Column

Leon met de Noorderzon

22-10-2015
Amper anderhalf jaar zit Leon de Jong bij de Haagse PVV-fractie als voorzitter. Hij stapt alweer op. Daarmee heeft hij het in ieder geval langer vol gehouden dan zijn baas Blonde Dolly, die al na een paar dagen het veld ruimde toen hij gekozen werd als gemeenteraadslid. Zelden zulk kiezersbedrog gezien. Is Leon ook zo’n neppoliticus? Hij heeft in ieder geval weinig gevoel voor humor. Een grap van mij tijdens een verkiezingsdebat in maart 2014 over Wilders kon Leon niet waarderen en hij stapte ‘spontaan’ op toen ik die vergeleek met de Grote Smurfenleider. ‘Spontaan’ tussen aanhalingstekens want zijn voltallige fractie had de jas al aangetrokken voordat ik ook maar iets had gezegd.
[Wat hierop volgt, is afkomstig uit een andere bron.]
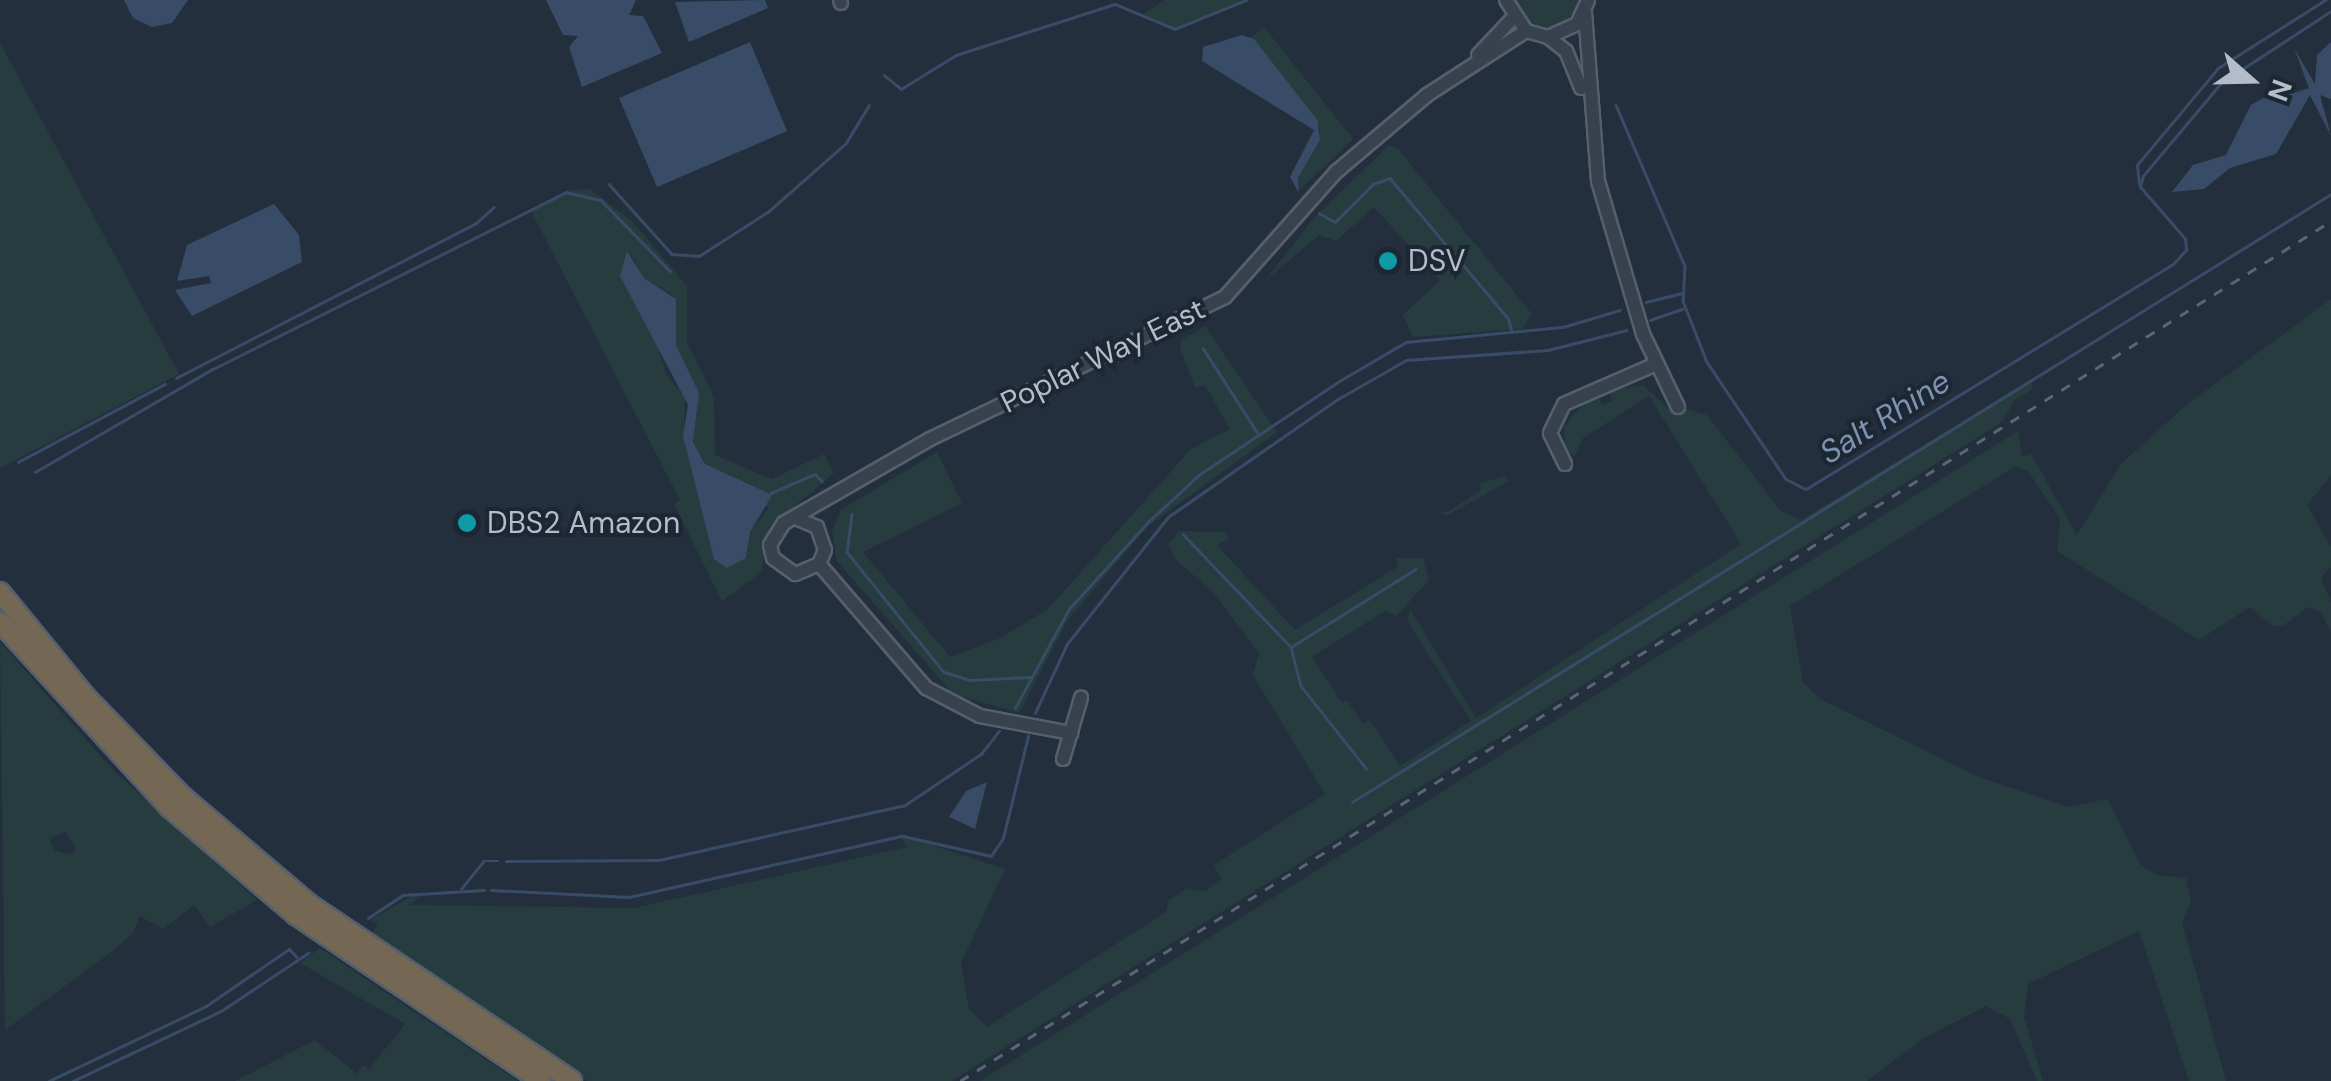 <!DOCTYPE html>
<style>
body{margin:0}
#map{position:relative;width:2331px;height:1081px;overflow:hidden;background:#242f3e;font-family:"DM Sans",sans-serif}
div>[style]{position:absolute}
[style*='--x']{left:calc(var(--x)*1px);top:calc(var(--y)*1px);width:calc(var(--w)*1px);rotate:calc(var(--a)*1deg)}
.green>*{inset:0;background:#263c3f}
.water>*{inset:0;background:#394c67}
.stream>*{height:2.5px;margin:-1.25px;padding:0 1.25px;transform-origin:1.25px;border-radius:1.25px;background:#394c67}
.roads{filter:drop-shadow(2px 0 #565f6c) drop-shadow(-2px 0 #565f6c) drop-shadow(0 2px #565f6c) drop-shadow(0 -2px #565f6c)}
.minor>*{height:12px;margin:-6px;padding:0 6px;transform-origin:6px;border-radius:6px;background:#38414e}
.highway>*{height:18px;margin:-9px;padding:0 9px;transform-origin:9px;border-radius:9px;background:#746855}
.rail>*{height:2.5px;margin-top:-1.25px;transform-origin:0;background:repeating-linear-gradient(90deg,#5a6575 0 10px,transparent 0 20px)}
.dots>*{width:28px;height:28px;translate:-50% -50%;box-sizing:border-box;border:5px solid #1d2633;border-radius:50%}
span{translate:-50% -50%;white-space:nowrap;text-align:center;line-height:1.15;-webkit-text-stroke:8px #1d2633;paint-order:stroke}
.poi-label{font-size:30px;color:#b4bcc9}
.left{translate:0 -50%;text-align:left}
.street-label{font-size:30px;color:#b4bcc9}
.water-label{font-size:32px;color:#7c92b1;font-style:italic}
.north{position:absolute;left:2201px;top:30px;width:100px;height:100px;-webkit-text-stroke:8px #1d2633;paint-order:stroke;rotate:110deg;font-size:28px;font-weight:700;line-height:40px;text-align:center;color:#b4bcc9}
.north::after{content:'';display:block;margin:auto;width:35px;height:45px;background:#b4bcc9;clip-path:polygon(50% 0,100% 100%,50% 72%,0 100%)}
</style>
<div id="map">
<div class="green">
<i style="clip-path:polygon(1164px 0,1246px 0,1175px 29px,1141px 16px)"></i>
<i style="clip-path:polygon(1513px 0,1580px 0,1580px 1px,1566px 23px,1541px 29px,1528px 24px)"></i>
<i style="clip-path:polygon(1264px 27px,1353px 139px,1300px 190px,1298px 178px,1320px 140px,1320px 127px,1251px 38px)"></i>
<i style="clip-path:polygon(0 43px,179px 374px,0 468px)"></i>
<i style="clip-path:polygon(1389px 145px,1398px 149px,1532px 314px,1522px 329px,1413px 337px,1403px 315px,1440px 280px,1374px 207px,1336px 241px,1319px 235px,1265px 281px,1312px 220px)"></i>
<i style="clip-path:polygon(evenodd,590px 189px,632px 221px,687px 286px,687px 343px,714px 397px,715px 455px,772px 479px,824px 454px,834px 473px,770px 527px,761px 573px,722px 601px,674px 504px,680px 500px,530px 209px,568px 190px,590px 189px,631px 255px,644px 278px,673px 295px,676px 345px,699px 393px,693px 442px,708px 467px,769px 508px,750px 532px,746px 558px,684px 427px,685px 398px,666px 374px,652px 328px,620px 276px,631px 255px)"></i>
<i style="clip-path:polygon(2331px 299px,2331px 475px,2307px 505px,2331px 546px,2331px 567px,2321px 578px,2331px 602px,2331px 633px,2321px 612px,2308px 607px,2284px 625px,2272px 626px,2250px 607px,2199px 640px,2057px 551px,2060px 518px,2028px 471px,2016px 466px,1790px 606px,1803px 682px,1820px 699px,1979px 777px,2068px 807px,2107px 799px,2141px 865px,2157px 875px,2186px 878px,2191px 903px,2182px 922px,2226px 1081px,2189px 1081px,2139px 931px,2028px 984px,2024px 1017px,2043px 1081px,2037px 1081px,2010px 1019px,1986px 1006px,1922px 1039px,1867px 1081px,980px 1081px,2018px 431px,2022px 457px,2031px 454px,2077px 535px,2121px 464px,2184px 407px)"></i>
<i style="clip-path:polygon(1205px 326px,1277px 432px,1147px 527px,1067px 621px,1019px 713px,953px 694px,837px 561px,832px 531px,841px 510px,937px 452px,962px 503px,863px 552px,950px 657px,998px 639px,1048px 609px,1191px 449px,1230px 429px,1205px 385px,1195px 387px,1180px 349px,1181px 340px)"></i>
<i style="clip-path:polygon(2031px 379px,2033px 389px,2015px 400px,2002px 422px,952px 1081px,588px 1081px,370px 935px,378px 925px,370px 920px,418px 893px,423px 895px,410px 905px,634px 908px,907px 847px,898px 834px,1005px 869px,961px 963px,969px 1010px,987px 1027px,1166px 912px,1169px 900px,1188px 888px,1205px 892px,1221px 879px,1214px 865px,1325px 794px,1253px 675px,1259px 653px,1212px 591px,1176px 560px,1168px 544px,1179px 531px,1225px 532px,1229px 538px,1217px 545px,1295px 630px,1399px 566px,1395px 558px,1423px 558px,1429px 580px,1396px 616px,1385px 611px,1312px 657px,1342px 703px,1347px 700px,1363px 724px,1370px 720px,1400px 766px,1471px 721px,1407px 621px,1410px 609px,1476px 718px,1741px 544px,1649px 396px,1583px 438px,1575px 456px,1565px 450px,1564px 426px,1587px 399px,1598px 395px,1602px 405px,1612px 401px,1609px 391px,1643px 385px,1672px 412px,1684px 408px,1707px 415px,1781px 511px,1801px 520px)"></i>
<i style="clip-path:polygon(1500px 470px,1509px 481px,1448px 515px,1434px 511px,1448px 512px,1481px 490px,1480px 483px,1503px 477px)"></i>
<i style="clip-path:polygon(evenodd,0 642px,112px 769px,257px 900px,210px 927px,194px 905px,163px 929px,140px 916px,133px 933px,110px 953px,5px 1030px,0 642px,65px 832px,76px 848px,71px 855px,54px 850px,49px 838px,65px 832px)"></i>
<i style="clip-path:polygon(320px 948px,367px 980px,518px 1081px,235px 1081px,315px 1040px,357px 1074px,363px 1065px,369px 1069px,405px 1024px,300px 963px)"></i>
</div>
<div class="water">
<i style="clip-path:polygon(124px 0,188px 0,172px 23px,152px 27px,133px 18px)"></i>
<i style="clip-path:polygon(546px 0,636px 0,629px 15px,643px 16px,662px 53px,582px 87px,569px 47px,578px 36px,563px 35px)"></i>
<i style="clip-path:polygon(765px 0,768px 8px,689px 42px,675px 2px)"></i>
<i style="clip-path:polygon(1242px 35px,1254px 39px,1318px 121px,1320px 140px,1298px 178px,1299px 193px,1290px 177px,1314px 130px,1202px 61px,1203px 47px)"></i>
<i style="clip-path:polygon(750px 42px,787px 131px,657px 187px,619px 98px)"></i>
<i style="clip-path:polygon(2331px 42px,2331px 99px,2320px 95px,2331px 136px,2310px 95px,2276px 154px,2230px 168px,2204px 189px,2172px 192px,2193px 165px,2226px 155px,2251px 105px,2284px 86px,2294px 93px,2309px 88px,2294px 48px,2315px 84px,2317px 55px)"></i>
<i style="clip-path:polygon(274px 204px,299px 235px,302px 262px,192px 316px,175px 290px,211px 283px,209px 276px,177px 281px,187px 245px)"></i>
<i style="clip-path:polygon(627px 251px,644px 278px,676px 299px,676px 345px,699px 393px,693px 442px,705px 464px,772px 495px,750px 532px,746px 558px,727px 568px,714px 559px,683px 436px,688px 405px,620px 276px)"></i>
<i style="clip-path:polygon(987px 782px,975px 829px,949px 817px,966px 791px)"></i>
</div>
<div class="stream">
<i style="--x:884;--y:75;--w:22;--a:39"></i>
<i style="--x:901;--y:89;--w:65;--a:-31.7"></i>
<i style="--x:956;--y:55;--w:167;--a:-17.8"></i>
<i style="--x:1115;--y:4;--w:65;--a:22.6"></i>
<i style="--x:1175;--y:29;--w:77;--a:-22.2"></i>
<i style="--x:1616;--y:105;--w:175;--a:66.8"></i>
<i style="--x:1685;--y:266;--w:35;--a:93"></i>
<i style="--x:1683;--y:301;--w:66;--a:68.5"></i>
<i style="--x:1707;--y:362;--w:141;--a:56"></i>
<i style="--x:1786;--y:479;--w:22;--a:27"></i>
<i style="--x:1806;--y:489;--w:429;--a:-31.5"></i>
<i style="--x:2172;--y:265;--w:21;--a:-47"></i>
<i style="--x:2186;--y:250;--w:11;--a:-95"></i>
<i style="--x:2185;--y:239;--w:69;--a:-130.9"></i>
<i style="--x:2140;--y:187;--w:11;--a:-75"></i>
<i style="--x:2143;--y:176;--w:121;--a:-50"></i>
<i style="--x:2221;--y:83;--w:131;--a:-33.2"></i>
<i style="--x:609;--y:184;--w:94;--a:48"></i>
<i style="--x:672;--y:254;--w:27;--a:4"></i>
<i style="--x:699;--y:256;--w:83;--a:-32.7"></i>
<i style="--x:769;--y:211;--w:103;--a:-41.4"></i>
<i style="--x:846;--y:143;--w:44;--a:-58.8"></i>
<i style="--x:2139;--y:184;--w:19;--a:-96"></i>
<i style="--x:2137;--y:165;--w:126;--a:-50.1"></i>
<i style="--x:2218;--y:68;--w:127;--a:-32.4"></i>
<i style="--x:1319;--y:213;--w:18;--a:29"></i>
<i style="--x:1335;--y:222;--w:54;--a:-45"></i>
<i style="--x:1373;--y:184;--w:18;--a:-19"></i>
<i style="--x:1390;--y:178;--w:183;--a:49.9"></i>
<i style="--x:1508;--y:318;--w:14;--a:73"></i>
<i style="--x:1646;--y:302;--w:38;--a:-14"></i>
<i style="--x:1650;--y:320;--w:34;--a:-19"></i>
<i style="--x:1203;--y:348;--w:103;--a:57.2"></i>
<i style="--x:176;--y:378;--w:336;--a:-27.3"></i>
<i style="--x:475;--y:224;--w:25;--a:-42"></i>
<i style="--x:18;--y:462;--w:166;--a:-28"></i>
<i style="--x:35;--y:472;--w:206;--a:-30.1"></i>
<i style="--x:213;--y:369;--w:395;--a:-26.6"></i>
<i style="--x:566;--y:192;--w:36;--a:13"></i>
<i style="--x:601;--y:200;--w:99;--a:45.8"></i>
<i style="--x:771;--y:493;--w:48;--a:-23.4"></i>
<i style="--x:815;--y:474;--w:10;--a:45"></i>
<i style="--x:852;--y:514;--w:38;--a:97"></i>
<i style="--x:847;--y:552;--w:154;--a:51.1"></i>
<i style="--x:944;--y:672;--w:28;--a:17"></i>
<i style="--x:971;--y:680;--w:58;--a:-3"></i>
<i style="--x:1183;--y:534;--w:156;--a:46.3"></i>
<i style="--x:1291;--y:647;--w:40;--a:75.6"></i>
<i style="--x:1301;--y:686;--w:105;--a:51.6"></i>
<i style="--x:1291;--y:647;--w:147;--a:-32"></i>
<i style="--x:1015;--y:708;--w:113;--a:-61.4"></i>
<i style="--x:1069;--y:609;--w:118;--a:-47.8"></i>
<i style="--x:1148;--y:522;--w:71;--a:-42.7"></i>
<i style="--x:1200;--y:474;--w:169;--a:-33.7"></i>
<i style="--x:1341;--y:380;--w:75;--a:-30.3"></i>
<i style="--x:1406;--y:342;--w:158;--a:-5.5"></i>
<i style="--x:1563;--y:327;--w:59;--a:-16.6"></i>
<i style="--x:1035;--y:713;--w:76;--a:-65.1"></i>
<i style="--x:1067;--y:644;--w:162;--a:-51.5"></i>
<i style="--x:1168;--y:517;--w:207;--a:-34.8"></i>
<i style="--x:1338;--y:399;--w:78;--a:-29.8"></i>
<i style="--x:1406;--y:360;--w:142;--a:-4"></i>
<i style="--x:1548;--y:350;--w:81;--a:-14.2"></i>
<i style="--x:1352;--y:802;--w:1152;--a:-31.84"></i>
<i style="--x:506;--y:861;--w:153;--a:-0.4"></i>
<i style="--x:659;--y:860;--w:252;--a:-12.6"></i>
<i style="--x:905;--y:805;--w:92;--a:-33.9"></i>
<i style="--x:981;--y:754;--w:29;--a:-52"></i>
<i style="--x:461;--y:889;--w:36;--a:-51"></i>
<i style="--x:484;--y:861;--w:14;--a:0"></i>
<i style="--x:491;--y:890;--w:138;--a:2.9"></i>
<i style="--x:629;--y:897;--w:281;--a:-12.6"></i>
<i style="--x:903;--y:836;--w:90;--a:12.8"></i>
<i style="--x:991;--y:856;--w:22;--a:-56"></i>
<i style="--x:1003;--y:838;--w:105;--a:-76.2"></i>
<i style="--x:368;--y:918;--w:42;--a:-33.3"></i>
<i style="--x:403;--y:895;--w:81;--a:-3.5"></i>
<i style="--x:49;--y:1081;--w:174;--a:-25.5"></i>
<i style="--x:206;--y:1006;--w:101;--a:-34.5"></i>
<i style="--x:289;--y:949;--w:11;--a:45"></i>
<i style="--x:73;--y:1081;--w:164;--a:-25.3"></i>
<i style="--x:221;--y:1011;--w:105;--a:-33.7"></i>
</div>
<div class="roads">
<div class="minor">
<i style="--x:840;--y:0;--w:3;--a:72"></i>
<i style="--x:1506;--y:0;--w:37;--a:57"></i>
<i style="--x:1526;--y:31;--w:23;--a:15"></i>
<i style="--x:1548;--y:37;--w:32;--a:-24"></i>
<i style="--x:1577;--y:24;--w:26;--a:-65"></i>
<i style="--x:1585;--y:12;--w:169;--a:85.6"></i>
<i style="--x:1598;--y:181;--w:159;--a:73.6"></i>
<i style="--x:1643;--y:334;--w:81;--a:64.4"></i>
<i style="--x:1548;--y:37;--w:23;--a:38"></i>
<i style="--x:1566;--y:51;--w:40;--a:68"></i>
<i style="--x:1478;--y:55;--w:51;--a:-46.6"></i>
<i style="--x:1565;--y:464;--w:34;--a:-116"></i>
<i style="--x:1550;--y:433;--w:32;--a:-64"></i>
<i style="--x:1564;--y:404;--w:100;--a:-23.5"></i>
<i style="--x:798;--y:519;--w:21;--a:23"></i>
<i style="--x:817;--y:527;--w:24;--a:71"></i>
<i style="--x:825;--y:550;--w:15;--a:113"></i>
<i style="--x:819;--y:564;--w:26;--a:157"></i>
<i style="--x:795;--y:574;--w:27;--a:-144"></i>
<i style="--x:773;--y:558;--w:13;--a:-103"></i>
<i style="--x:770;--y:545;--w:26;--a:-58"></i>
<i style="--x:784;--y:523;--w:168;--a:-29.9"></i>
<i style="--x:930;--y:439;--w:327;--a:-25.7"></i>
<i style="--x:1225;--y:297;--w:167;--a:-48.4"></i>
<i style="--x:1336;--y:172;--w:119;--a:-40.2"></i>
<i style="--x:1427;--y:95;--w:118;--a:-32.9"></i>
<i style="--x:819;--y:564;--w:164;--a:49.2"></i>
<i style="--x:926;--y:688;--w:61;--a:27.4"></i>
<i style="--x:980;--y:716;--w:93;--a:10.6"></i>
<i style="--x:1063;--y:759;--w:64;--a:-73.6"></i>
</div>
<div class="highway">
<i style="--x:0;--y:592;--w:136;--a:50.7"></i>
<i style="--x:86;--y:697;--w:139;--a:45.9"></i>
<i style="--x:183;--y:797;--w:165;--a:40.3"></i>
<i style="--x:309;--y:904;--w:317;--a:33.9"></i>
<i style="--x:0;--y:622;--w:251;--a:47.6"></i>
<i style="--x:169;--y:807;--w:167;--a:40.4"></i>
<i style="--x:296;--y:915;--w:296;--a:34.1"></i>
</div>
</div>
<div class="rail">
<i style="--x:960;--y:1081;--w:1618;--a:-32.1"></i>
</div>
<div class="dots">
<i style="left:1388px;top:261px;background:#0f9aa8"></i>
<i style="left:467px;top:523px;background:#0f9aa8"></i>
</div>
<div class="poi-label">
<span class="left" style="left:1408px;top:261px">DSV</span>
<span class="left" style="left:487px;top:523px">DBS2 Amazon</span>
</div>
<div class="street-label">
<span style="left:1103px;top:356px;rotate:-26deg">Poplar Way East</span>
</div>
<div class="water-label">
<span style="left:1885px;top:417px;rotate:-32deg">Salt Rhine</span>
</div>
<div class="north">N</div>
</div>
De bedoeling was dat dit opstootje de PVV geliefder zou maken; het kostte de partij na dit debat juist een zetel. Wat laat Leon achter? Wat is zijn politieke erfenis? Een fleurige baby van een jaar oud. Meer niet. Juist nu de stad een sterke PVV nodig heeft vertrekt hij naar Brussel. Zijn er al minder Marrokanen? Is er al minder islamisering? Ik dacht het niet. Maar weglopen voor problemen, zo weten we inmiddels, is een specialiteit van Leon. Den Haag recht heeft op een PVV die politiek sterk ten tonele komt. Het moge duidelijk zijn dat de partij niet mijn voorkeur heeft; maar nu ze er zijn wil ik ze zien meedoen ook. Juist dat laatste is een terugkerend probleem bij de PVV. Ze knikkeren alleen mee als ze aan de beurt zijn en hun bonk onmisbaar voor de pot ligt. Onlangs nog werd een informele bijeenkomst van de gemeenteraad – waaraan de PVV gewoon had meegewerkt - ineens afgeblazen omdat ze zich geschoffeerd voelden. Zonder enige aantoonbare aanleiding gewoon wéér weggelopen. ‘t Is een terugkerend patroon bij deze partij: slaan waar het kan, huilen als er geincasseerd moet worden. Jammer. Onze stad heeft recht op een ferm maar fair rechts geluid. Dat zal nu van Richard de Mos en zijn Groepje moeten komen. Hij is dan ook degene die de meeste winst zal halen uit het verlies van Leon. Hoewel, een verlies wil ik het niet echt noemen: iemand met de ruggengraat van een poffertje kunnen we missen als kiespijn.